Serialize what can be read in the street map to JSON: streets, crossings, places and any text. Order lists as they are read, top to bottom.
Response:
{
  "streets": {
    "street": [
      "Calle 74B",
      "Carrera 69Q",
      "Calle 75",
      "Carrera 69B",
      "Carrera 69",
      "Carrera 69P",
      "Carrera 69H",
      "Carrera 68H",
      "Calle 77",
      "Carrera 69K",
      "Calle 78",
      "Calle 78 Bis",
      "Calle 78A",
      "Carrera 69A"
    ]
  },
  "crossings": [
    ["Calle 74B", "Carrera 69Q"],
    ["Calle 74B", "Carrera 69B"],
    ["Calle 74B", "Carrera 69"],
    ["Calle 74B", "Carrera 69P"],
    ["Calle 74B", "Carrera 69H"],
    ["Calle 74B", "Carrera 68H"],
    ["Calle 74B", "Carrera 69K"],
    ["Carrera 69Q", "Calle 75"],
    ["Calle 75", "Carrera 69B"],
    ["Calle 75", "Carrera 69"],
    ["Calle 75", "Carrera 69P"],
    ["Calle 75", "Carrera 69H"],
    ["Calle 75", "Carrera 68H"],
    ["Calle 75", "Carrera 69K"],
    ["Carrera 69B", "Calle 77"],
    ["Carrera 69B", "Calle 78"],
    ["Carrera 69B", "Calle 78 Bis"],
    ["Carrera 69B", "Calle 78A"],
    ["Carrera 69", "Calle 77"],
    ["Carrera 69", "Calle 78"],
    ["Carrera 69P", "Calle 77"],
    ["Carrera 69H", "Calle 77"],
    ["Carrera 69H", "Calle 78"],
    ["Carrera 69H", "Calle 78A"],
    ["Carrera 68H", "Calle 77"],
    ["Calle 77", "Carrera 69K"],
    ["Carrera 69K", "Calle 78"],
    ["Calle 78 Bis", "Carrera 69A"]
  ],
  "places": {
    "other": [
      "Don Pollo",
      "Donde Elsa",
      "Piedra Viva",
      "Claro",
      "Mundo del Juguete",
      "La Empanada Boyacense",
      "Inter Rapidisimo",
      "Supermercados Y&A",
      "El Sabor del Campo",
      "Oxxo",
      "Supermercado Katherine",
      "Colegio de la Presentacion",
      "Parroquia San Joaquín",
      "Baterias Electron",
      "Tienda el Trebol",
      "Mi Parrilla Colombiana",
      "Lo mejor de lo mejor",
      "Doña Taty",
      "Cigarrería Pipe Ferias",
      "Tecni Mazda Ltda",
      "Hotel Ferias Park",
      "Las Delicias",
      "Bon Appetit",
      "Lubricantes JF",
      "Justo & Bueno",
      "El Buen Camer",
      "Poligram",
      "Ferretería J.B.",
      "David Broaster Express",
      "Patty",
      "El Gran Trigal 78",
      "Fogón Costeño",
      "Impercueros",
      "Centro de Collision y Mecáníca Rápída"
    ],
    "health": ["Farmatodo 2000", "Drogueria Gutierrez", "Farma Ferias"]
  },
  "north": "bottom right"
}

* [How to complete this task] Please copy each line of the material that contains the word "streets".

* [Result below]
Serialize what can be read in the street map to JSON: streets, crossings, places and any text. Order lists as they are read, top to bottom.
  "streets": {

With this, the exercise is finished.